* _Exercise brief_: From the records below, copy out exactly the lines from the one containing "M 643,612 L" to the one containing "<li><i></i>Delivered</li>", both included. Add nothing else.

* _Record set_:
****************

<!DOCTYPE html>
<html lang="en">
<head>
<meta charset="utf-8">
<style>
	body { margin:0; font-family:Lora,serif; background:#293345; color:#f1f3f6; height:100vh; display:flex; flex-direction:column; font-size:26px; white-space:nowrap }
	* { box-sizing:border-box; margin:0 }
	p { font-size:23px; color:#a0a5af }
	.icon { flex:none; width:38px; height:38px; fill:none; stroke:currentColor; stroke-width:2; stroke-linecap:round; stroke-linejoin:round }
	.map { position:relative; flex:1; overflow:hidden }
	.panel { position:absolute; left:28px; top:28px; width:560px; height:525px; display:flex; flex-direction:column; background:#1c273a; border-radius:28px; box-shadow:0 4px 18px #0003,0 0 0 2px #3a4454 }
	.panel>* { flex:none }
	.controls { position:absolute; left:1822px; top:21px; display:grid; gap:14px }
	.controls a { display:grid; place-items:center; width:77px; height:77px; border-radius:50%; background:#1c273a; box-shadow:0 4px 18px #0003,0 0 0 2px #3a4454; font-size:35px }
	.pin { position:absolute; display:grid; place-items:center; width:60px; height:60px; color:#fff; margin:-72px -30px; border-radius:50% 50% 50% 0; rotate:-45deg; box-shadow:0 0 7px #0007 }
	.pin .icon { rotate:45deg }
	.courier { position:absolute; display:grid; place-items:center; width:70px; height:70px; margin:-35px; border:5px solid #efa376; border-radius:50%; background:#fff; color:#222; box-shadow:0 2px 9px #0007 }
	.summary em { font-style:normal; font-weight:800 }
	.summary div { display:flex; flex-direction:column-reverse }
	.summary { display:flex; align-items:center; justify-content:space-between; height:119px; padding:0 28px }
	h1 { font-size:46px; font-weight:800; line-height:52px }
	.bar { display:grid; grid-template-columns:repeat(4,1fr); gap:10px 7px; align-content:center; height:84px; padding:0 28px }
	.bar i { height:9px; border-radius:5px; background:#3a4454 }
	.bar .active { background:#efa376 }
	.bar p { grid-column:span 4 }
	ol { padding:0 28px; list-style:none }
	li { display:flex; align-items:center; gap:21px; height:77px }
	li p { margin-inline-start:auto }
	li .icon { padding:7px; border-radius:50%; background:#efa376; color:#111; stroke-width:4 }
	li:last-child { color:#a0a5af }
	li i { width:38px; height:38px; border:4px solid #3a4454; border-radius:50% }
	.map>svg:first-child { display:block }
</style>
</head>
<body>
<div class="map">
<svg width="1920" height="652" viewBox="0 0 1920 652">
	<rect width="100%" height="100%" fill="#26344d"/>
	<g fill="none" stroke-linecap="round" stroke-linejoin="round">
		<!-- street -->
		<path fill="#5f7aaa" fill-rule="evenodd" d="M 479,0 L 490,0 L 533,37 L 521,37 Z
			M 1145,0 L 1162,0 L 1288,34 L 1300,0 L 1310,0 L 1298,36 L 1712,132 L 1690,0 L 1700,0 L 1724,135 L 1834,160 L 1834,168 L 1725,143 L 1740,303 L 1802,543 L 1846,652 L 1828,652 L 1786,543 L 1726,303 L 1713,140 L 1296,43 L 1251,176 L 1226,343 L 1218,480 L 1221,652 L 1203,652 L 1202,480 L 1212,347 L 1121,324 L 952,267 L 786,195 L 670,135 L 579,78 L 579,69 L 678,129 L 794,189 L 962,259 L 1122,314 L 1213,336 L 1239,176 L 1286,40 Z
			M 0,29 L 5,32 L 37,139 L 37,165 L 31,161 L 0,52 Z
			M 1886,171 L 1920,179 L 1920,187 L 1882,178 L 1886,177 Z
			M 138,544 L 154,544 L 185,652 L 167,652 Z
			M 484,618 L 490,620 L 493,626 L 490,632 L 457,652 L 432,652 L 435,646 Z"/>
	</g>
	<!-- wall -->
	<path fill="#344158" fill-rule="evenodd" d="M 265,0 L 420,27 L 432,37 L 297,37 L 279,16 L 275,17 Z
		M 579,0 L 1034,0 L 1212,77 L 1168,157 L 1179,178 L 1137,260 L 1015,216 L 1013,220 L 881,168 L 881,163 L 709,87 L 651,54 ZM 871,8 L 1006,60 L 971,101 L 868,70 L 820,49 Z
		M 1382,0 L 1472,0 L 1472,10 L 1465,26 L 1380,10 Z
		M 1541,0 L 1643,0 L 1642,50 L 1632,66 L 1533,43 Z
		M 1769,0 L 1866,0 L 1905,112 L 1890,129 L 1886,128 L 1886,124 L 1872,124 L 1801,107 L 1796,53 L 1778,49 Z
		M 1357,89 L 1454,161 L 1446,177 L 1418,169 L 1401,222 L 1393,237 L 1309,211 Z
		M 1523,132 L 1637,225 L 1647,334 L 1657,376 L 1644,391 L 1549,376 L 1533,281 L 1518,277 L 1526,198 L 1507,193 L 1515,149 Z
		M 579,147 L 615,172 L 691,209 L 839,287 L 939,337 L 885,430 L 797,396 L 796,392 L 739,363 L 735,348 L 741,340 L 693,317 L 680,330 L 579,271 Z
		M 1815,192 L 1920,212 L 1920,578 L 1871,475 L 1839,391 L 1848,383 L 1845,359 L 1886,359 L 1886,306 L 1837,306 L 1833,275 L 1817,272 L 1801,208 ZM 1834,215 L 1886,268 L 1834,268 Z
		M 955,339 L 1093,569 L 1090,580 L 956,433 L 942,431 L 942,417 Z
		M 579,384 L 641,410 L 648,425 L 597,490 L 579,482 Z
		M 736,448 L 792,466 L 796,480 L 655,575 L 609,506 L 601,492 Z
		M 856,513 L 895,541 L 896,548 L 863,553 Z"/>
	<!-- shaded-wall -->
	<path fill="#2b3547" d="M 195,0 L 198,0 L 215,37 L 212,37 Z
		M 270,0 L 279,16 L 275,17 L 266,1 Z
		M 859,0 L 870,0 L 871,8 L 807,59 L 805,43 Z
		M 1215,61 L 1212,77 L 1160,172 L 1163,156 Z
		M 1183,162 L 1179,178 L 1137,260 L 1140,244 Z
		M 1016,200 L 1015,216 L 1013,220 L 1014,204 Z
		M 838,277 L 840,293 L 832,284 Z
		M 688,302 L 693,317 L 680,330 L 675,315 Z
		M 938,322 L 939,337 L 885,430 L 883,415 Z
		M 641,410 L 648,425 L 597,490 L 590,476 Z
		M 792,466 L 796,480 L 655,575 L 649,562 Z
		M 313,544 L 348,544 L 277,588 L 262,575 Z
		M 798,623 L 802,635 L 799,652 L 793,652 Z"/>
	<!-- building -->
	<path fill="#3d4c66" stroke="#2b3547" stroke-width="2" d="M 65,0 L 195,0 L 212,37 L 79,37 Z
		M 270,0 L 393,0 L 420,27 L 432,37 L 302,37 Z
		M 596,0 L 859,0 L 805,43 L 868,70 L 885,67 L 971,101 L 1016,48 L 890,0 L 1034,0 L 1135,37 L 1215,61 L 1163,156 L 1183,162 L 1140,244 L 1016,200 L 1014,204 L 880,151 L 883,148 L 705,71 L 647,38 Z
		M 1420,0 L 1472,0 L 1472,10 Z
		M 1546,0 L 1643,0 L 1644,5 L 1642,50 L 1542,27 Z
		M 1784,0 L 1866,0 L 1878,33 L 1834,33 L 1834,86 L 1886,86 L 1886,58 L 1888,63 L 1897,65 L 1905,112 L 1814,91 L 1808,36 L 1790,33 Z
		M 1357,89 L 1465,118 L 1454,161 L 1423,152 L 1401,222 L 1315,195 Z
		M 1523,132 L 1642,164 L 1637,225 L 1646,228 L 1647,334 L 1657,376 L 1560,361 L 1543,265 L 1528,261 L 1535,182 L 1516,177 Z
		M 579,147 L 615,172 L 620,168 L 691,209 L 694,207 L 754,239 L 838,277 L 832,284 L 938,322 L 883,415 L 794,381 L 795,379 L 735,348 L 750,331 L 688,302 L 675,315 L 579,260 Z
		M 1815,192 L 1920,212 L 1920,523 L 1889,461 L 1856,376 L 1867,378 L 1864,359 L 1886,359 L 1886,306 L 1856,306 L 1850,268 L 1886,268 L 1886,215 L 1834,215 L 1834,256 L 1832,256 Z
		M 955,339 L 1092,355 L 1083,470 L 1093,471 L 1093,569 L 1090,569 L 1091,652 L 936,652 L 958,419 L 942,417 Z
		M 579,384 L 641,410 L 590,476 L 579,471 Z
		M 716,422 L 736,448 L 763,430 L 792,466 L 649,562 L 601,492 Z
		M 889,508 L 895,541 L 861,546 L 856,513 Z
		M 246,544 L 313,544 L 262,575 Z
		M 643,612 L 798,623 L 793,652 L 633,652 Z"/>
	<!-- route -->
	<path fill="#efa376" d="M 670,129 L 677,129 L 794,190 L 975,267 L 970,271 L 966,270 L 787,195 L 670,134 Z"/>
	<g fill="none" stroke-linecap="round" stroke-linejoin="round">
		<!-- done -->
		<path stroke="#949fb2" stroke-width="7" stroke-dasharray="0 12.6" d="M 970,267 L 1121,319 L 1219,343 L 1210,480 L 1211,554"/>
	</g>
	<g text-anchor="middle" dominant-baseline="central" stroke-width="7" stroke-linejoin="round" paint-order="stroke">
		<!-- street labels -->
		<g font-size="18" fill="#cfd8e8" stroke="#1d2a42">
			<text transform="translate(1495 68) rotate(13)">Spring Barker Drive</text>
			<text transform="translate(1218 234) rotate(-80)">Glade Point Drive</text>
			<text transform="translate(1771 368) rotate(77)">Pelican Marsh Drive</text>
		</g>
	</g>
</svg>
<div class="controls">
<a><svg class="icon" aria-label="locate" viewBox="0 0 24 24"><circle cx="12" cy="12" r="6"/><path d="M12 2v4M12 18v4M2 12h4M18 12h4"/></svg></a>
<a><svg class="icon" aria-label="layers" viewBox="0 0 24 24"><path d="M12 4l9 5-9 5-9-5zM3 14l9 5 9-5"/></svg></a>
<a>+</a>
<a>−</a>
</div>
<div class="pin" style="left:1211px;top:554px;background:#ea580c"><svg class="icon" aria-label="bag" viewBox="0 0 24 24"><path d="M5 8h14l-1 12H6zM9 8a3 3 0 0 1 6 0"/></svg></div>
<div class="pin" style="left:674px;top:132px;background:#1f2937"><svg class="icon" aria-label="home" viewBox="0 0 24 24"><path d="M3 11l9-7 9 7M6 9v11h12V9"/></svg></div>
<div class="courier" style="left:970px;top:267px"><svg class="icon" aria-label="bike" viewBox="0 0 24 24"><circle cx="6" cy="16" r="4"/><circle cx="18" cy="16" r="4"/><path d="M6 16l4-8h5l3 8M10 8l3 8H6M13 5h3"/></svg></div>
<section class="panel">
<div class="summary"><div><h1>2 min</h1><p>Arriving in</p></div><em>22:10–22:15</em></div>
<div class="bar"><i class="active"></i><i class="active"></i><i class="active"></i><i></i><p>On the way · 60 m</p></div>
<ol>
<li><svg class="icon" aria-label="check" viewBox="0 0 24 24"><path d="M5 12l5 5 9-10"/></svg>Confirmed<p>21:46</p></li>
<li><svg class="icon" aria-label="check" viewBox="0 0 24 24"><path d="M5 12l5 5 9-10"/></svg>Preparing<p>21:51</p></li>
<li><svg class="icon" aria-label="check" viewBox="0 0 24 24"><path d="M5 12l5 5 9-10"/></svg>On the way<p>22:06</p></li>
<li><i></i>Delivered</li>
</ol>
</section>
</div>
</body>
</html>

****************

* _Written response_:
		M 643,612 L 798,623 L 793,652 L 633,652 Z"/>
	<!-- route -->
	<path fill="#efa376" d="M 670,129 L 677,129 L 794,190 L 975,267 L 970,271 L 966,270 L 787,195 L 670,134 Z"/>
	<g fill="none" stroke-linecap="round" stroke-linejoin="round">
		<!-- done -->
		<path stroke="#949fb2" stroke-width="7" stroke-dasharray="0 12.6" d="M 970,267 L 1121,319 L 1219,343 L 1210,480 L 1211,554"/>
	</g>
	<g text-anchor="middle" dominant-baseline="central" stroke-width="7" stroke-linejoin="round" paint-order="stroke">
		<!-- street labels -->
		<g font-size="18" fill="#cfd8e8" stroke="#1d2a42">
			<text transform="translate(1495 68) rotate(13)">Spring Barker Drive</text>
			<text transform="translate(1218 234) rotate(-80)">Glade Point Drive</text>
			<text transform="translate(1771 368) rotate(77)">Pelican Marsh Drive</text>
		</g>
	</g>
</svg>
<div class="controls">
<a><svg class="icon" aria-label="locate" viewBox="0 0 24 24"><circle cx="12" cy="12" r="6"/><path d="M12 2v4M12 18v4M2 12h4M18 12h4"/></svg></a>
<a><svg class="icon" aria-label="layers" viewBox="0 0 24 24"><path d="M12 4l9 5-9 5-9-5zM3 14l9 5 9-5"/></svg></a>
<a>+</a>
<a>−</a>
</div>
<div class="pin" style="left:1211px;top:554px;background:#ea580c"><svg class="icon" aria-label="bag" viewBox="0 0 24 24"><path d="M5 8h14l-1 12H6zM9 8a3 3 0 0 1 6 0"/></svg></div>
<div class="pin" style="left:674px;top:132px;background:#1f2937"><svg class="icon" aria-label="home" viewBox="0 0 24 24"><path d="M3 11l9-7 9 7M6 9v11h12V9"/></svg></div>
<div class="courier" style="left:970px;top:267px"><svg class="icon" aria-label="bike" viewBox="0 0 24 24"><circle cx="6" cy="16" r="4"/><circle cx="18" cy="16" r="4"/><path d="M6 16l4-8h5l3 8M10 8l3 8H6M13 5h3"/></svg></div>
<section class="panel">
<div class="summary"><div><h1>2 min</h1><p>Arriving in</p></div><em>22:10–22:15</em></div>
<div class="bar"><i class="active"></i><i class="active"></i><i class="active"></i><i></i><p>On the way · 60 m</p></div>
<ol>
<li><svg class="icon" aria-label="check" viewBox="0 0 24 24"><path d="M5 12l5 5 9-10"/></svg>Confirmed<p>21:46</p></li>
<li><svg class="icon" aria-label="check" viewBox="0 0 24 24"><path d="M5 12l5 5 9-10"/></svg>Preparing<p>21:51</p></li>
<li><svg class="icon" aria-label="check" viewBox="0 0 24 24"><path d="M5 12l5 5 9-10"/></svg>On the way<p>22:06</p></li>
<li><i></i>Delivered</li>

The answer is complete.